第六十話 肉弾戦なら任せてね
「……じゃっ、そういうことで! ちなみに上手くいった場合は今後あたしと仲良くする条件が付与されまーす!」
「どうして俺の逃げ道を無くすんだ! 撤回しろ!」
返事を聞いているのかいないのか、甲斐は自信に満ち溢れた表情を見せると前を見据え、真っ直ぐ三人に向かって歩いて行く。
そしてどっちに転んでも地獄だが、彼はその隙を逃さず、甲斐を避けながらも放った攻撃が前方へ絶えず撃ち込んでいく。

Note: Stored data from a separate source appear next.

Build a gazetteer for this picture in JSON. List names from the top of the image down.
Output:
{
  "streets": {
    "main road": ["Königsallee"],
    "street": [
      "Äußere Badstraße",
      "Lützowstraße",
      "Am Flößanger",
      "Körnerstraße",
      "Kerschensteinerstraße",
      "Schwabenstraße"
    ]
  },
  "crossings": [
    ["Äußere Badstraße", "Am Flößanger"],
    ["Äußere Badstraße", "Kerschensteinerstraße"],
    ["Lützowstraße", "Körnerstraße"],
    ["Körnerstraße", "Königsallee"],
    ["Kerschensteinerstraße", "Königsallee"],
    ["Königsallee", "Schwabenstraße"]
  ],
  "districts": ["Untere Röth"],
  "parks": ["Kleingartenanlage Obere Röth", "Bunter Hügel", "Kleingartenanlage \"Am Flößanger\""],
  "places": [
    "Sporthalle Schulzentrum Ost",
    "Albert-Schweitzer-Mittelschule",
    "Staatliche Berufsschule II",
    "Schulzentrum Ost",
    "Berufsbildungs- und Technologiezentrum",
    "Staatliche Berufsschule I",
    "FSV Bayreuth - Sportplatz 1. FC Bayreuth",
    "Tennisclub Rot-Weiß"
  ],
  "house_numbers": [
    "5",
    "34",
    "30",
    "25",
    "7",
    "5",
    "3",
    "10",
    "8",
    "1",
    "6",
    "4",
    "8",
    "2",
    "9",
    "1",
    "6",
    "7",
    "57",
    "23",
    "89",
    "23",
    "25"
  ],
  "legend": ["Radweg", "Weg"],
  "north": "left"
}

球体状の攻撃魔法が横切る度に、甲斐の髪の毛は前へと流された。
「おい、カイが戻って来たぞ! 盾を開けろ!」
偉そうにシェアトが指示をするとエルガは目を細め、笑った。
「へえ、盾の無い間は君があのサンダーボールをキャッチしてくれるのかい? よろしく頼むよ! 違うならカイには大変申し訳ないんだけど、後ろから回りこんでもらうしかないね!」
「カイ! 盾の後ろから入れ! ……ったく、姫様のお散歩が終わったらテメエを希望通りギタギタにしてやるからな……!」
「カイに注意した人とは思えない言い草だね……。問題にならないように穏便に終わらせられない?彼も冷静じゃないみたいだし、一度頭を冷やした方がいいと思うなぁ……。君達も、ね。まあ言っても無駄なのはもう十分過ぎる位に分かってるんだけど」
まだ説得を諦めきれないルーカスは合間を見ては話しかけているが、やはり無駄なようで、二人の耳には入っていないようだ。
そうこうしている内に甲斐がシェアトの指示通り三人の後ろへ回ると盾の範囲に入ると、シェアトがエルガの横に立ち、手に炎を集めていく。

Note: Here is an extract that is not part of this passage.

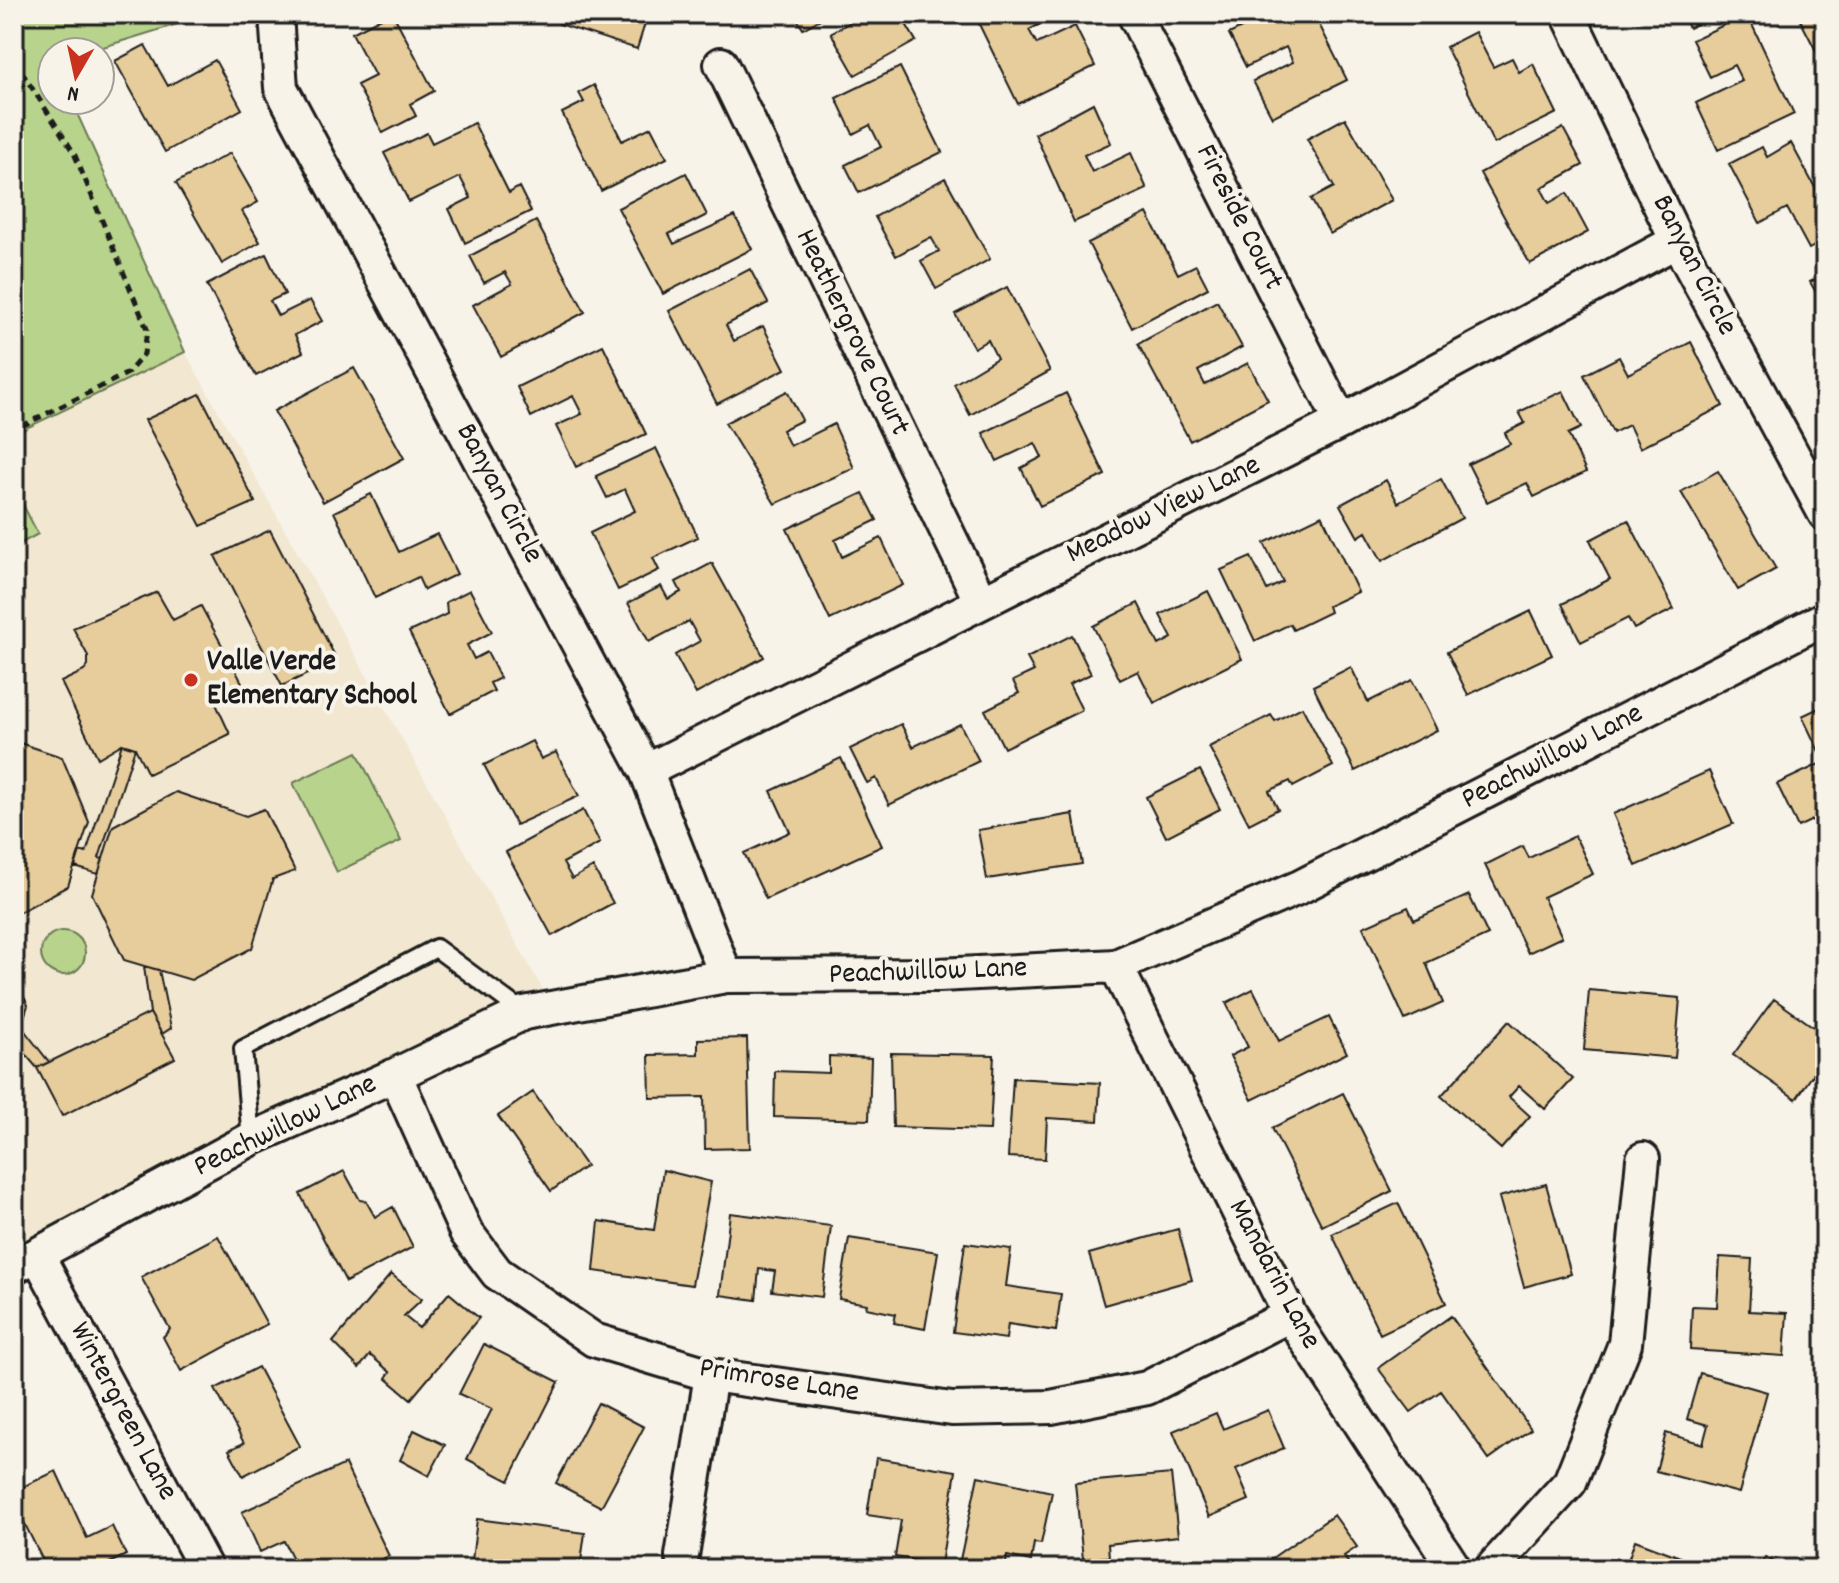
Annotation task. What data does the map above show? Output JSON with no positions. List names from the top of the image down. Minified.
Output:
{"streets":{"street":["Fireside Court","Banyan Circle","Heathergrove Court","Meadow View Lane","Peachwillow Lane","Mandarin Lane","Primrose Lane","Wintergreen Lane"]},"crossings":[["Fireside Court","Meadow View Lane"],["Banyan Circle","Meadow View Lane"],["Banyan Circle","Peachwillow Lane"],["Heathergrove Court","Meadow View Lane"],["Peachwillow Lane","Mandarin Lane"],["Peachwillow Lane","Primrose Lane"],["Peachwillow Lane","Wintergreen Lane"],["Mandarin Lane","Primrose Lane"]],"places":["Valle Verde Elementary School"],"north":"bottom"}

「覚悟しとけよプライド野郎……! エルガ、息合わせろよ! せーのっ…」
「オラアアアアアア!」
野太く響いた咆哮は言うまでもなく、エルガではない。
そして綺麗な黄金の髪をなびかせながらシェアトの隣にいたはずのエルガは前へ吹っ飛んでいった。
ルーカスにとって、この光景は何故かスローモーションに見えた。
次に視界に入り込んで来るのは、見事なフォームでシェアトへ跳び蹴りをかまし、今正に着地しようとしている甲斐だった。

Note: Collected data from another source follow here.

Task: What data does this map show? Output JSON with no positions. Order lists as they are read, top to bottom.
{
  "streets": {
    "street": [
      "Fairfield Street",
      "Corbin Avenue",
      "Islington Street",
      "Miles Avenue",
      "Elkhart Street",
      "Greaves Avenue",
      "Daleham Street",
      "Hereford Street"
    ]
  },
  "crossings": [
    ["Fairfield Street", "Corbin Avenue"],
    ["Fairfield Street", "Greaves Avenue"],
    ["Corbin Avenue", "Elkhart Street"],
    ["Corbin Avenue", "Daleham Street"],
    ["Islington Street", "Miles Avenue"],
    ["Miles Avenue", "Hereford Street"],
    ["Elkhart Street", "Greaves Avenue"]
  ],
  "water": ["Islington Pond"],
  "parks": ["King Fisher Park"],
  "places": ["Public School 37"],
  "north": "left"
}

ほんの一瞬の出来事だったが、術者が吹っ飛んだ瞬間から盾は消えていた。
シェアトが目の前の甲斐の裏切りに気を取られた間に、ビスタニアは攻撃を仕掛けた。
飛び蹴りを受け、地を転がったシェアトは運がいい。
サンダーボールと称された魔法が彼が立っていた場所目掛けて飛んで来ていたのだから。
「っしゃあああ! 次はお前だ黒髪……! 地にひれ伏すがいい……あれ、伏してる」
「おいおいおいおい! 冗談だろ!? エルガに対して蹴りをくれてやりたい気持ちは痛い程分かるが、何も今じゃなくてもいいだろ!」
「何やってるの! 下がって下がって!」
ビスタニアの放つ攻撃は中心が白く、その周囲は紫色に発光しており、甲斐だけを避けて地面に頭を何度も打ち付け昏倒しているエルガ以外の二名を狙っている状況だ。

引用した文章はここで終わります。